» **Exercise**: Each entry below is to be transcribed exactly.

» **Supplied data**:

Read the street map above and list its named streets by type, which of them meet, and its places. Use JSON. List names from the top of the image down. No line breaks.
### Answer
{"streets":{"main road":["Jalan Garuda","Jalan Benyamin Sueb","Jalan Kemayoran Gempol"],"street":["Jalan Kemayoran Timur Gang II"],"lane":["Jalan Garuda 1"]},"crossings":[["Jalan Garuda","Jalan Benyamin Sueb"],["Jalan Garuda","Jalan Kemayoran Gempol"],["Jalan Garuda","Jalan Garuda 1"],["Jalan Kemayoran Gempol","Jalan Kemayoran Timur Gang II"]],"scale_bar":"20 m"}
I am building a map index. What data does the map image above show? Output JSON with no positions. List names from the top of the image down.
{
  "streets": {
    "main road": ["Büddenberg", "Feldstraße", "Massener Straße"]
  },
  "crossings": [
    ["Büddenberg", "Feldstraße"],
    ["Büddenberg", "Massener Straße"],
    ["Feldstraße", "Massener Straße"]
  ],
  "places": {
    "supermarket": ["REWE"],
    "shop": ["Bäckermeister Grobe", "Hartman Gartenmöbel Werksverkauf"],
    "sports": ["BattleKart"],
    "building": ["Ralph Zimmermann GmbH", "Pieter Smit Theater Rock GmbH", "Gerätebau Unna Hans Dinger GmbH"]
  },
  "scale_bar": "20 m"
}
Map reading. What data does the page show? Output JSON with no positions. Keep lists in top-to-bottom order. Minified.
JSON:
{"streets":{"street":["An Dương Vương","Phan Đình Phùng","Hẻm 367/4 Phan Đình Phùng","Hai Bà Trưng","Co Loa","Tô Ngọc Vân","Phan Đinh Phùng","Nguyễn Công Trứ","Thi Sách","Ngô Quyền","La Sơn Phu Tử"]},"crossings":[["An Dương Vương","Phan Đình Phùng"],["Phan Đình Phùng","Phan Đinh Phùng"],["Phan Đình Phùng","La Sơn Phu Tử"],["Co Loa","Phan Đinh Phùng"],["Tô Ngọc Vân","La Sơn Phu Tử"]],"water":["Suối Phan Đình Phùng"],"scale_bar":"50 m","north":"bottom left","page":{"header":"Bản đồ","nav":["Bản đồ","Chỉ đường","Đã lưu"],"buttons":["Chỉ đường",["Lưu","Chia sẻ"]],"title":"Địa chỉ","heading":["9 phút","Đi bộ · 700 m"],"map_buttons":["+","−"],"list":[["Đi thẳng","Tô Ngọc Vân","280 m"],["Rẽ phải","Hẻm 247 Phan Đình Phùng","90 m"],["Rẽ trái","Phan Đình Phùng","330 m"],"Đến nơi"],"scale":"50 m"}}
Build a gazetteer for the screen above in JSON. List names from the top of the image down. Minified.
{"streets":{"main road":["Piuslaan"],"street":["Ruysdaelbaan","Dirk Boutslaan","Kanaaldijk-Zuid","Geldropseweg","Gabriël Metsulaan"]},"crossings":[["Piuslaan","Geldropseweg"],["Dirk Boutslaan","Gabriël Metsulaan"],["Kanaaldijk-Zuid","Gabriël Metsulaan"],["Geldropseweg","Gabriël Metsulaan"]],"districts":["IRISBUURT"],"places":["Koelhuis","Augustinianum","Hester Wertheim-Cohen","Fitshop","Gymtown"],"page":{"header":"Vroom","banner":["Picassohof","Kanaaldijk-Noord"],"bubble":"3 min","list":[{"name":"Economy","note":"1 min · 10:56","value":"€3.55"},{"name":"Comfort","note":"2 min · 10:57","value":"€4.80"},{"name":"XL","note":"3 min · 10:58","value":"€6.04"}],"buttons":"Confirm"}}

» **Answer area**:
Read the street map above and list its named streets by type, which of them meet, and its places. Use JSON. List names from the top of the image down. No line breaks.
### Answer
{"streets":{"main road":["Jalan Garuda","Jalan Benyamin Sueb","Jalan Kemayoran Gempol"],"street":["Jalan Kemayoran Timur Gang II"],"lane":["Jalan Garuda 1"]},"crossings":[["Jalan Garuda","Jalan Benyamin Sueb"],["Jalan Garuda","Jalan Kemayoran Gempol"],["Jalan Garuda","Jalan Garuda 1"],["Jalan Kemayoran Gempol","Jalan Kemayoran Timur Gang II"]],"scale_bar":"20 m"}
I am building a map index. What data does the map image above show? Output JSON with no positions. List names from the top of the image down.
{
  "streets": {
    "main road": ["Büddenberg", "Feldstraße", "Massener Straße"]
  },
  "crossings": [
    ["Büddenberg", "Feldstraße"],
    ["Büddenberg", "Massener Straße"],
    ["Feldstraße", "Massener Straße"]
  ],
  "places": {
    "supermarket": ["REWE"],
    "shop": ["Bäckermeister Grobe", "Hartman Gartenmöbel Werksverkauf"],
    "sports": ["BattleKart"],
    "building": ["Ralph Zimmermann GmbH", "Pieter Smit Theater Rock GmbH", "Gerätebau Unna Hans Dinger GmbH"]
  },
  "scale_bar": "20 m"
}
Map reading. What data does the page show? Output JSON with no positions. Keep lists in top-to-bottom order. Minified.
JSON:
{"streets":{"street":["An Dương Vương","Phan Đình Phùng","Hẻm 367/4 Phan Đình Phùng","Hai Bà Trưng","Co Loa","Tô Ngọc Vân","Phan Đinh Phùng","Nguyễn Công Trứ","Thi Sách","Ngô Quyền","La Sơn Phu Tử"]},"crossings":[["An Dương Vương","Phan Đình Phùng"],["Phan Đình Phùng","Phan Đinh Phùng"],["Phan Đình Phùng","La Sơn Phu Tử"],["Co Loa","Phan Đinh Phùng"],["Tô Ngọc Vân","La Sơn Phu Tử"]],"water":["Suối Phan Đình Phùng"],"scale_bar":"50 m","north":"bottom left","page":{"header":"Bản đồ","nav":["Bản đồ","Chỉ đường","Đã lưu"],"buttons":["Chỉ đường",["Lưu","Chia sẻ"]],"title":"Địa chỉ","heading":["9 phút","Đi bộ · 700 m"],"map_buttons":["+","−"],"list":[["Đi thẳng","Tô Ngọc Vân","280 m"],["Rẽ phải","Hẻm 247 Phan Đình Phùng","90 m"],["Rẽ trái","Phan Đình Phùng","330 m"],"Đến nơi"],"scale":"50 m"}}
Build a gazetteer for the screen above in JSON. List names from the top of the image down. Minified.
{"streets":{"main road":["Piuslaan"],"street":["Ruysdaelbaan","Dirk Boutslaan","Kanaaldijk-Zuid","Geldropseweg","Gabriël Metsulaan"]},"crossings":[["Piuslaan","Geldropseweg"],["Dirk Boutslaan","Gabriël Metsulaan"],["Kanaaldijk-Zuid","Gabriël Metsulaan"],["Geldropseweg","Gabriël Metsulaan"]],"districts":["IRISBUURT"],"places":["Koelhuis","Augustinianum","Hester Wertheim-Cohen","Fitshop","Gymtown"],"page":{"header":"Vroom","banner":["Picassohof","Kanaaldijk-Noord"],"bubble":"3 min","list":[{"name":"Economy","note":"1 min · 10:56","value":"€3.55"},{"name":"Comfort","note":"2 min · 10:57","value":"€4.80"},{"name":"XL","note":"3 min · 10:58","value":"€6.04"}],"buttons":"Confirm"}}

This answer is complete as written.